If I have this schema:
create table orders (
id integer,
primary key(id)
);
create table orderlines (
id integer,
orderid integer,
primary key(id),
foreign key (orderid) references orders(id)
);
and these queries:
select * from orderlines where orderid in (1);
select * from orderlines where orderid in (select orderid from orders where orderid=1);
When I explain
these, I get these results:
QUERY PLAN
------------------------------------------------------------
Seq Scan on orderlines (cost=0.00..38.25 rows=11 width=8)
Filter: (orderid = 1)
(2 rows)
QUERY PLAN
------------------------------------------------------------------------
Seq Scan on orderlines (cost=0.00..47362.65 rows=1130 width=8)
Filter: (SubPlan 1)
SubPlan 1
-> Result (cost=0.00..35.50 rows=2550 width=4)
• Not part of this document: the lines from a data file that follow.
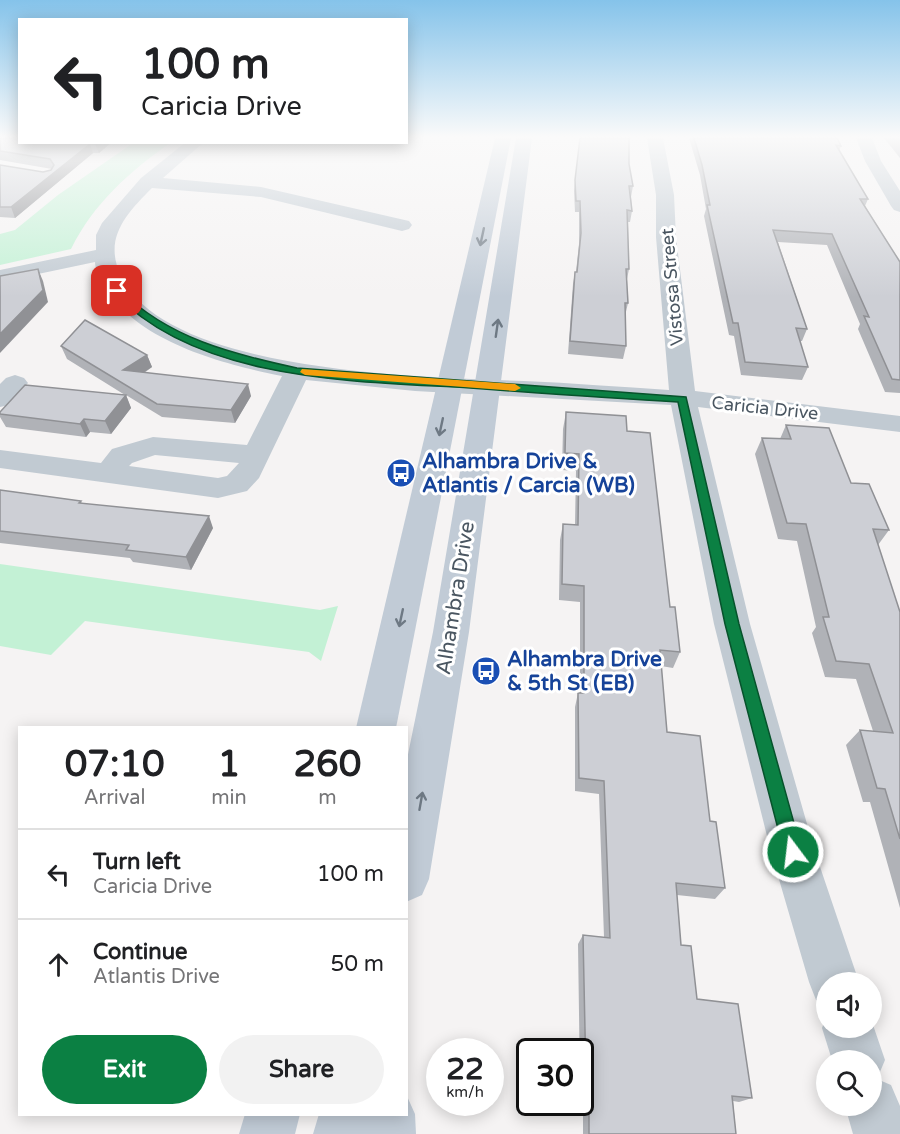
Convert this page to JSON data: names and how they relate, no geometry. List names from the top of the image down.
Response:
{
  "streets": {
    "main road": ["Alhambra Drive"],
    "street": ["Vistosa Street", "Caricia Drive"]
  },
  "crossings": [
    ["Vistosa Street", "Caricia Drive"],
    ["Caricia Drive", "Alhambra Drive"]
  ],
  "places": {
    "bus stop": ["Alhambra Drive & Atlantis / Carcia (WB)", "Alhambra Drive & 5th St (EB)"]
  },
  "page": {
    "turn": ["100 m", "Caricia Drive"],
    "eta": [
      "07:10",
      "Arrival",
      "1",
      "min",
      "260",
      "m"
    ],
    "list": [
      {
        "name": "Turn left",
        "note": "Caricia Drive",
        "value": "100 m"
      },
      {
        "name": "Continue",
        "note": "Atlantis Drive",
        "value": "50 m"
      }
    ],
    "buttons": ["Exit", "Share"],
    "speed": "22 km/h",
    "limit": "30"
  }
}
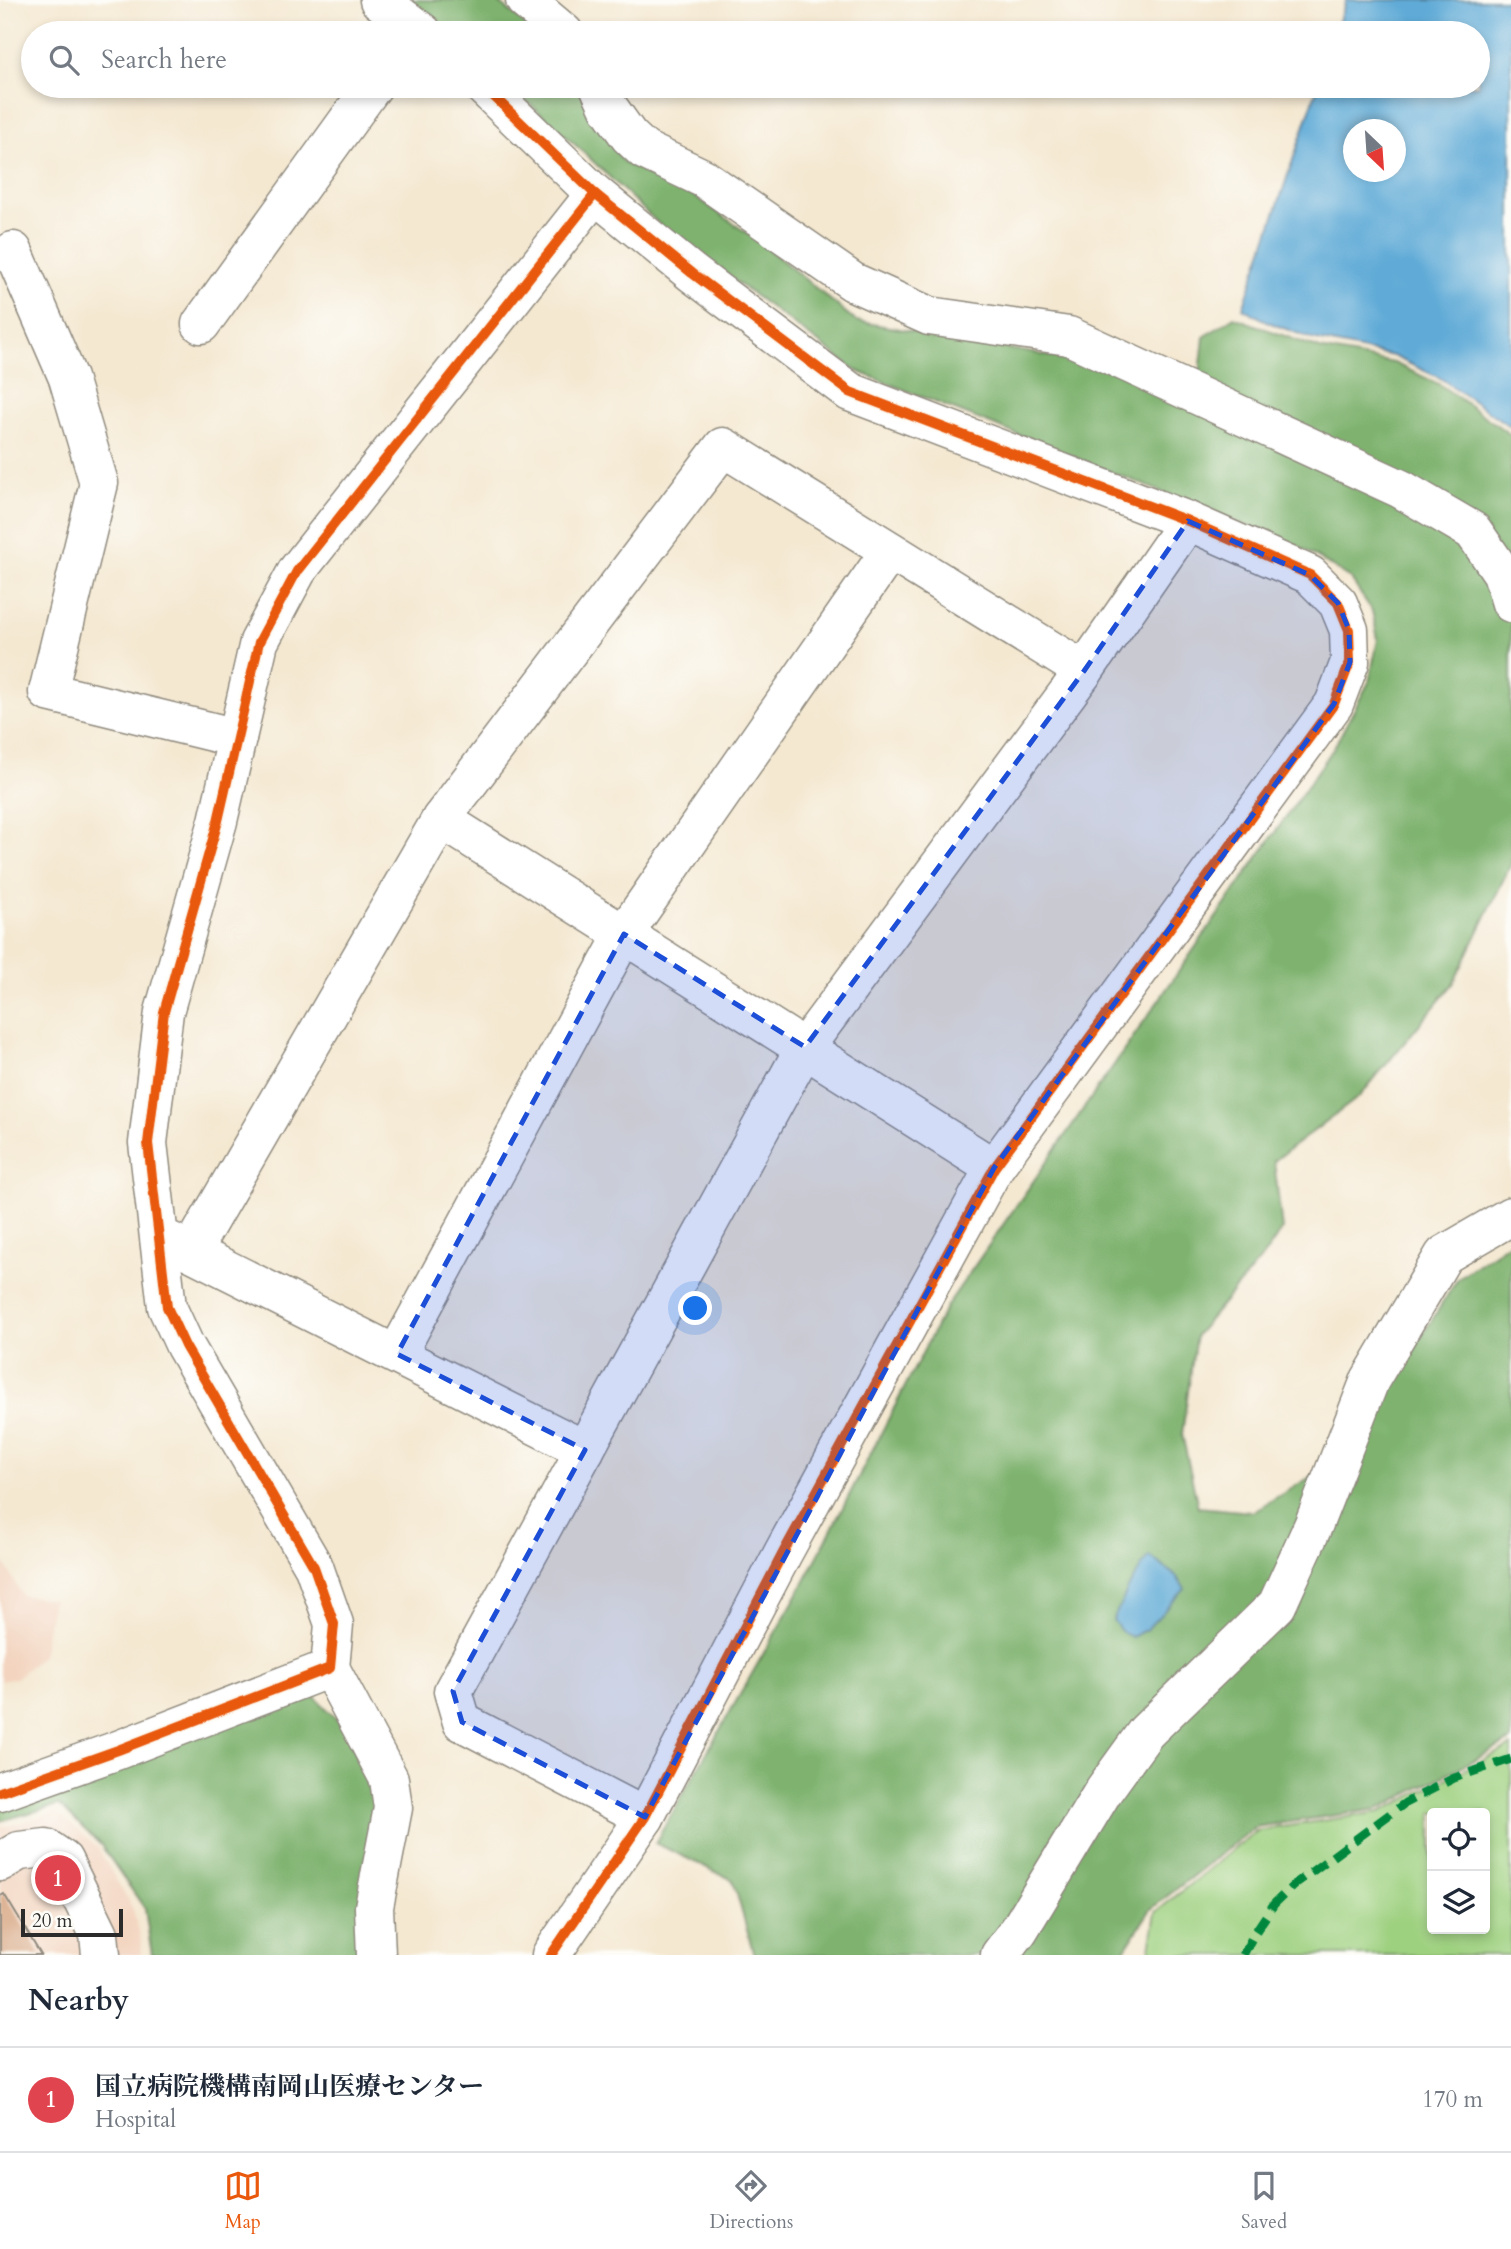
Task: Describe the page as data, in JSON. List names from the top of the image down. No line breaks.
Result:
{"scale_bar":"20 m","north":"bottom right","page":{"search":"Search here","pins":"1","scale":"20 m","heading":"Nearby","list":[{"mark":"1","name":"国立病院機構南岡山医療センター","note":"Hospital","value":"170 m"}],"nav":["Map","Directions","Saved"]}}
One-Time Filter: (orderlines.orderid = 1)
-> Seq Scan on orders (cost=0.00..35.50 rows=2550 width=0)
If I understand this correctly, PostgreSQL runs the subselect on each orderlines
record, which is very suboptimal.
I would expect the subselect to be run first, and then inserted into the in()
as a kind of array or so.
Why does the planner do this, and how could I make this construction faster?
In the 2nd query in a subquery you use condition "orderid=1", but there is no column "orderid" in table orders however it exists in orderlines. So it's a correlated query.
They both probably return the same result, but in the 2nd one there is a product join the 1st table on the 2nd table.
If you change orderid in subquery to id, the plan is going to be better: Query:
select * from orderlines where orderid in (select id from orders where id=1);
Plan
Nested Loop Semi Join (cost=0.28..29.80 rows=1 width=8)
-> Seq Scan on orderlines (cost=0.00..21.50 rows=1 width=8)
Filter: (orderid = 1)
-> Index Only Scan using orders_pkey on orders (cost=0.28..8.29 rows=1 width=4)
Index Cond: (id = 1)